Exercise aim: Count the lines in the records below that contain the word "isNaN", and give only that number.

START Data for processing

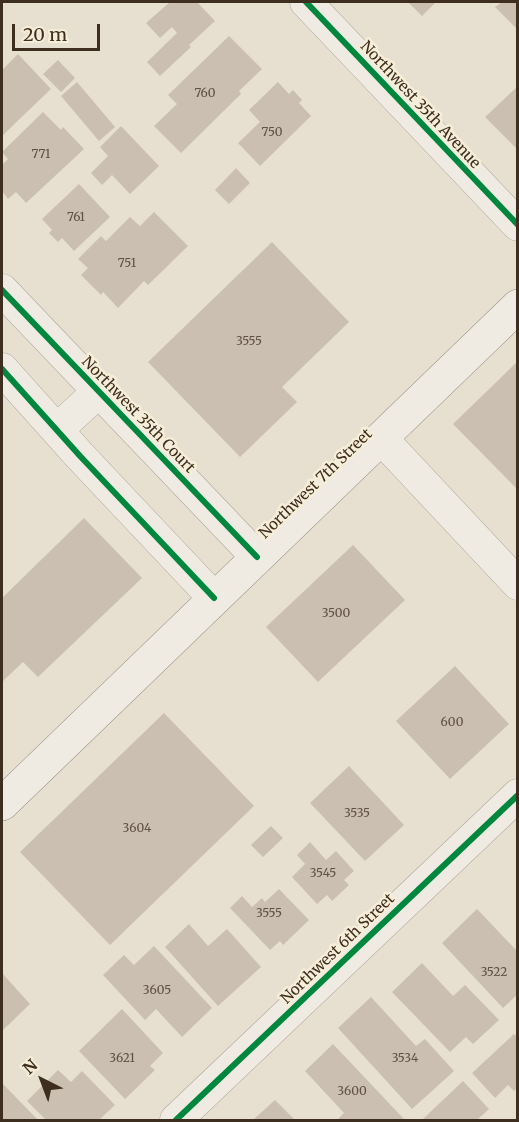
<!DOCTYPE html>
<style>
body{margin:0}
#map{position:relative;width:519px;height:1122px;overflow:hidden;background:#e7e0d1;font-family:Merriweather,serif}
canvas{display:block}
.frame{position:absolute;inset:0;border:3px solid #3d2e20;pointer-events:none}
.north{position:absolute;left:12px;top:1050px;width:60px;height:60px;-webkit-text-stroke:4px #f7eed8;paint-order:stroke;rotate:318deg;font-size:16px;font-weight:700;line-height:24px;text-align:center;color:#3d2e20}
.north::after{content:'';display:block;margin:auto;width:21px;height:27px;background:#3d2e20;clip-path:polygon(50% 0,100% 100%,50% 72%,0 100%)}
.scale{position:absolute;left:12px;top:24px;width:88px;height:27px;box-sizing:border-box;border:3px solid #3d2e20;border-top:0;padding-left:8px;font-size:18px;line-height:21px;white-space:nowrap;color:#3d2e20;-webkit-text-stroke:4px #f7eed8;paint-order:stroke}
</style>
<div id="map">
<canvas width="519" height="1122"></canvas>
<div class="frame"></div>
<div class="north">N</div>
<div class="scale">20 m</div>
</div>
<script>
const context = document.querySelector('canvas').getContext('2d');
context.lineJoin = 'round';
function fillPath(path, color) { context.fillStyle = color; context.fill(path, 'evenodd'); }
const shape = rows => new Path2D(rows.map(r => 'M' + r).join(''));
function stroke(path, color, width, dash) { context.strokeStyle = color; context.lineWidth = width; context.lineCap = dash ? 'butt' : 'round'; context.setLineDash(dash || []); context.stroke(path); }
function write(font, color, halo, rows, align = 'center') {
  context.font = font + ' Merriweather,serif'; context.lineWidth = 5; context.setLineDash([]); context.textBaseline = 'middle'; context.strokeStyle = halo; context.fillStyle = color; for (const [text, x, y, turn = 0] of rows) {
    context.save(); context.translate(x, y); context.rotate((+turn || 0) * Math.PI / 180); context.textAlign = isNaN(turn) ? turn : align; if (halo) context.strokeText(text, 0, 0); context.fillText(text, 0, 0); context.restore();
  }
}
fillPath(shape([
 [170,2,197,2,215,21,189,45,191,47,160,76,147,62,177,33,172,27,160,38,146,23],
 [408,2,436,2,422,16],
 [502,2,518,2,518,30,495,7],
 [229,36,262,69,239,91,241,94,181,153,154,126,177,104,168,95],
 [18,54,51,89,2,136,2,70],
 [58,60,75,78,61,92,43,74],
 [77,82,115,127,99,141,61,96],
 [278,82,289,94,293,90,302,100,299,103,311,116,260,166,238,143,260,122,249,110],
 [518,86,518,150,485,117],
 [43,112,61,130,63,127,84,149,26,203,16,192,8,199,2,191,2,165,8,159,2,152],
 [121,126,159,166,130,194,112,175,102,185,91,173,108,156,100,147],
 [236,168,250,183,229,204,215,190],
 [79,184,110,217,74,251,62,238,58,242,49,233,52,230,42,219],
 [154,212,188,246,148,285,144,281,118,308,103,292,101,295,81,275,88,268,78,259,101,236,106,241,130,217,140,226],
 [272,242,349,322,282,387,297,402,240,457,148,362],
 [518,361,518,490,453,424],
 [84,518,142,578,38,677,23,662,2,682,2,598],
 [353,545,405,600,318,682,266,627],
 [455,666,509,724,450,779,396,721],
 [164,713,254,806,110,945,20,852],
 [349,766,404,825,365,861,310,803],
 [271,826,283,838,263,857,251,845],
 [310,842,326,860,336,851,354,871,344,880,349,885,332,901,327,895,317,904,292,877,305,864,297,855],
 [279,889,309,920,283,945,280,941,270,950,230,908,242,896,252,907,262,898,265,902],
 [477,909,518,952,518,994,503,1008,442,943],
 [189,924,208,946,227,929,261,967,218,1006,165,947],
 [154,946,212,1008,182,1037,156,1009,145,1020,103,975,124,955,134,965],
 [422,963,453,996,465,985,499,1020,473,1044,466,1037,450,1052,392,992],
 [2,973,30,1004,2,1031],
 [371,997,416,1046,425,1039,454,1071,412,1109,338,1028],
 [122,1009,163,1053,150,1066,155,1070,125,1099,79,1051],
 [514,1034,518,1037,518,1088,514,1091,508,1085,495,1098,472,1073],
 [333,1044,404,1119,402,1120,337,1120,344,1113,305,1071],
 [58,1070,71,1082,82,1071,115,1105,99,1120,46,1120,27,1101],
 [463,1081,489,1109,477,1120,424,1120,423,1119],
 [3,1084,38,1120,2,1120,2,1085],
 [275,1100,295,1120,253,1120]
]), '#cbbfb2');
const street = shape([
 [306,2,518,225],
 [2,290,257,557],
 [2,369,80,456,214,598],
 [57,430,98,392],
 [381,438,518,584],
 [176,1120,518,795]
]);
const secondary = shape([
 [2,804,518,306]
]);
stroke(street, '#ada599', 33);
stroke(secondary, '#9c958a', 34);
stroke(street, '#efebe3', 32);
stroke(secondary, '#efebe3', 33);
stroke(shape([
 [306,2,518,225],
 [2,290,257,557],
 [2,369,80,456,214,598],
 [176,1120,518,795]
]), '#00873e', 6);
write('12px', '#605244', null, [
 ["760",205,94],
 ["750",272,133],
 ["771",41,155],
 ["761",76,218],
 ["751",127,264],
 ["3555",249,342],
 ["3500",336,614],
 ["600",452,723],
 ["3535",357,814],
 ["3604",137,829],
 ["3545",323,874],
 ["3555",269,914],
 ["3522",494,973],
 ["3605",157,991],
 ["3621",122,1059],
 ["3534",405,1059],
 ["3600",352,1092]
]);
write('15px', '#3d2e20', '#f7eed8', [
 ["Northwest 35th Avenue",420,105,47],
 ["Northwest 35th Court",138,415,46],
 ["Northwest 7th Street",316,484,-44],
 ["Northwest 6th Street",338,949,-44]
]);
</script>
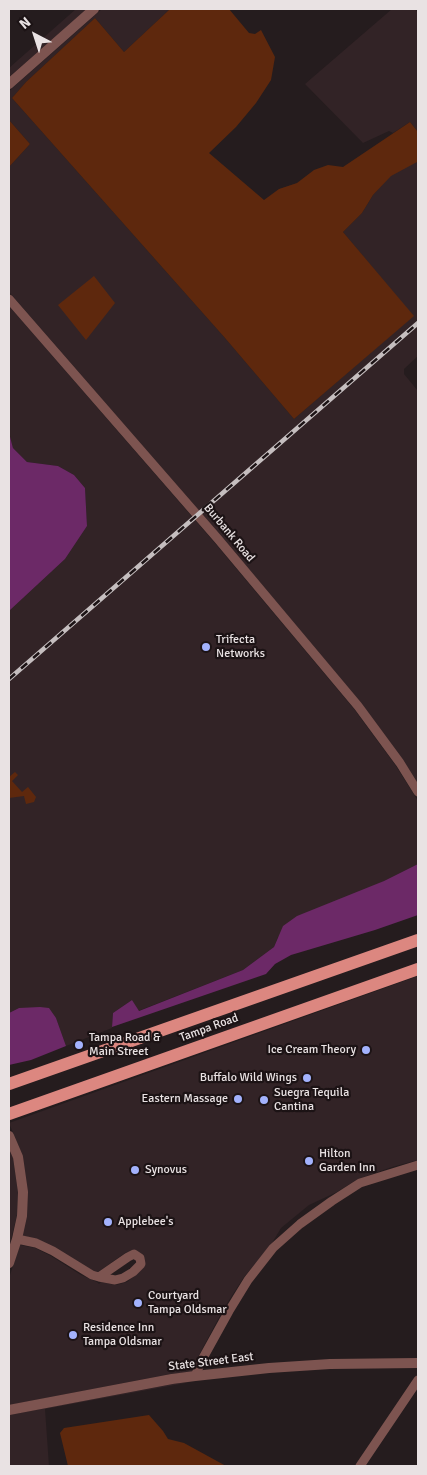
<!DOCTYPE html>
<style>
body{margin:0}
#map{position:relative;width:427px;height:1475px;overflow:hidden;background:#251c1e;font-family:Signika,sans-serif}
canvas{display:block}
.frame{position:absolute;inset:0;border:10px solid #e9e2e3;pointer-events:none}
.north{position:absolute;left:10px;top:10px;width:50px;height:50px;-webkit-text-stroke:4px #1c1315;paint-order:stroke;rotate:320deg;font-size:14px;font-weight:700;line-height:20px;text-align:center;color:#e9e2e3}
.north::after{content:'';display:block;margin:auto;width:18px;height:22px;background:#e9e2e3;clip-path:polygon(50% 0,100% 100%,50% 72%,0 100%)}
</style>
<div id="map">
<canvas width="427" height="1475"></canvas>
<div class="frame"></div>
<div class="north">N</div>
</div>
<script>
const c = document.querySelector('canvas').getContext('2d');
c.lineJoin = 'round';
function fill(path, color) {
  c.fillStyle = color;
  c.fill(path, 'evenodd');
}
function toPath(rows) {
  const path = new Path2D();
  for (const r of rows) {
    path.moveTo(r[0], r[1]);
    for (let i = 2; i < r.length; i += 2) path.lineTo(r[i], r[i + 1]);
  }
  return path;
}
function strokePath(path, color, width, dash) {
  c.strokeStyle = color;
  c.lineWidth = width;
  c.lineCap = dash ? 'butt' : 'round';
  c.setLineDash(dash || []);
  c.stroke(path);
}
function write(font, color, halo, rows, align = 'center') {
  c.font = font + ' Signika,sans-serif';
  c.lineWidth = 4.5;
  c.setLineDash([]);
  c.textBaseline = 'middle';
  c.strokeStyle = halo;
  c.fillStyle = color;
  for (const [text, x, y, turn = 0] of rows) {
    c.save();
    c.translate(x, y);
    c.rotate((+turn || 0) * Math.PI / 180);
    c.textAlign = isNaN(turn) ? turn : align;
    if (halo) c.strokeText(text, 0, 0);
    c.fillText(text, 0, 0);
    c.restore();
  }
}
fill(toPath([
 [76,9,87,9,9,77,9,68],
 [102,9,170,9,124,52,95,18,26,82,12,98,225,338,294,419,413,316,343,232,362,213,373,195,391,175,418,160,418,356,404,369,404,374,418,391,418,784,403,761,361,703,221,536,9,292,9,167,30,144,9,120,9,91],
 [392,9,415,9,418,13,418,132,410,122,393,133,389,131,363,143,305,84],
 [9,306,214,542,354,709,396,766,418,801,418,864,384,881,278,937,274,947,243,970,138,1011,132,1000,113,1013,112,1028,66,1046,56,1018,19,1008,9,1013,9,611,65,559,87,526,85,488,74,475,58,466,27,462,13,448,9,433],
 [418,976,418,1160,392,1167,358,1179,337,1192,309,1205,281,1228,272,1243,244,1277,224,1308,199,1355,192,1372,171,1374,9,1405,9,1278,20,1245,35,1248,51,1256,81,1275,97,1282,99,1284,101,1282,116,1285,127,1282,144,1267,145,1264,145,1258,142,1254,136,1250,132,1250,125,1253,98,1272,93,1271,37,1239,23,1236,23,1157,9,1123],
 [9,1147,13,1157,18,1192,17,1215,9,1248],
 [191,1382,45,1409,49,1466,9,1466,9,1415,173,1384]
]), '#322326');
fill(toPath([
 [170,9,229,9,249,33,255,34,261,30,275,57,271,80,256,103,236,127,209,153,264,200,279,189,297,183,314,170,328,165,343,167,410,122,418,132,417,162,391,176,373,195,362,213,343,232,414,316,294,419,225,338,12,98,26,82,95,18,124,52],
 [9,120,30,144,9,167],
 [94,276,115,303,86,340,58,305],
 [15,772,18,775,12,781,22,792,28,787,36,797,34,802,26,804,24,796,9,798,9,777],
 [149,1415,163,1431,168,1439,184,1443,226,1466,68,1466,60,1433,64,1428]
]), '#5e280d');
fill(toPath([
 [9,433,13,448,27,462,58,466,74,475,85,488,87,526,65,559,9,611],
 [418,864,418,915,375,930,291,955,275,964,266,974,112,1027,113,1013,132,1000,139,1011,243,970,274,947,283,926,297,916,384,881],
 [40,1007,49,1008,56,1018,66,1046,31,1060,9,1065,9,1013,19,1008]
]), '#6c2967');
strokePath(toPath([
 [9,299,218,539,358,706,400,763,418,792],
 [17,1239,36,1243,53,1251,92,1275,99,1277,115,1280,123,1278,133,1272,141,1264,140,1258,134,1254,128,1257,99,1277],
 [195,1376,203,1358,229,1311,248,1280,273,1248,300,1224,332,1201,360,1183,418,1165],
 [360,1466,418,1380]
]), '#7d5450', 9);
strokePath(toPath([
 [9,84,94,9],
 [9,1136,18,1157,23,1192,22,1216,17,1239,9,1263],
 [9,1410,172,1379,195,1376,269,1368,330,1364,418,1363]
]), '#7d5450', 10);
strokePath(toPath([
 [9,1084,418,940],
 [9,1114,418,969]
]), '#dc8780', 12);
const rail = toPath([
 [9,679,418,323]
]);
strokePath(rail, '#c5bebf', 4.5);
strokePath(rail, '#1c1315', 2.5, [8]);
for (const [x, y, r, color] of [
 [206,647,5,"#a3b2fd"],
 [79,1045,5,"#a3b2fd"],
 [366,1050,5,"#a3b2fd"],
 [307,1078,5,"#a3b2fd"],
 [238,1099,5,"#a3b2fd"],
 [264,1100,5,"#a3b2fd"],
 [309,1161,5,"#a3b2fd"],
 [135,1170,5,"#a3b2fd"],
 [108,1222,5,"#a3b2fd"],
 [138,1303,5,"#a3b2fd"],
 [73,1335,5,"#a3b2fd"]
]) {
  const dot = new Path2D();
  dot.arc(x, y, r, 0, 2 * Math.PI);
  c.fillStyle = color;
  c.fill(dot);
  strokePath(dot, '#1c1315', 2);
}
write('12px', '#e9e2e3', '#1c1315', [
 ["Burbank Road",229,533,50],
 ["Tampa Road",209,1028,-20],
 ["State Street East",211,1362,-7]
]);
write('12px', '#e9e2e3', '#1c1315', [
 ["Trifecta",216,640],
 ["Networks",216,654],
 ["Tampa Road &",89,1038],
 ["Main Street",89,1052],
 ["Ice Cream Theory",356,1050,"right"],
 ["Buffalo Wild Wings",297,1078,"right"],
 ["Suegra Tequila",274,1093],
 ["Cantina",274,1107],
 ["Eastern Massage",228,1099,"right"],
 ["Hilton",319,1154],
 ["Garden Inn",319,1168],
 ["Synovus",145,1170],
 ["Applebee's",118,1222],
 ["Courtyard",148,1296],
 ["Tampa Oldsmar",148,1310],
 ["Residence Inn",83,1328],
 ["Tampa Oldsmar",83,1342]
], 'left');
</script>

END Data for processing

Solution to this exercise: 2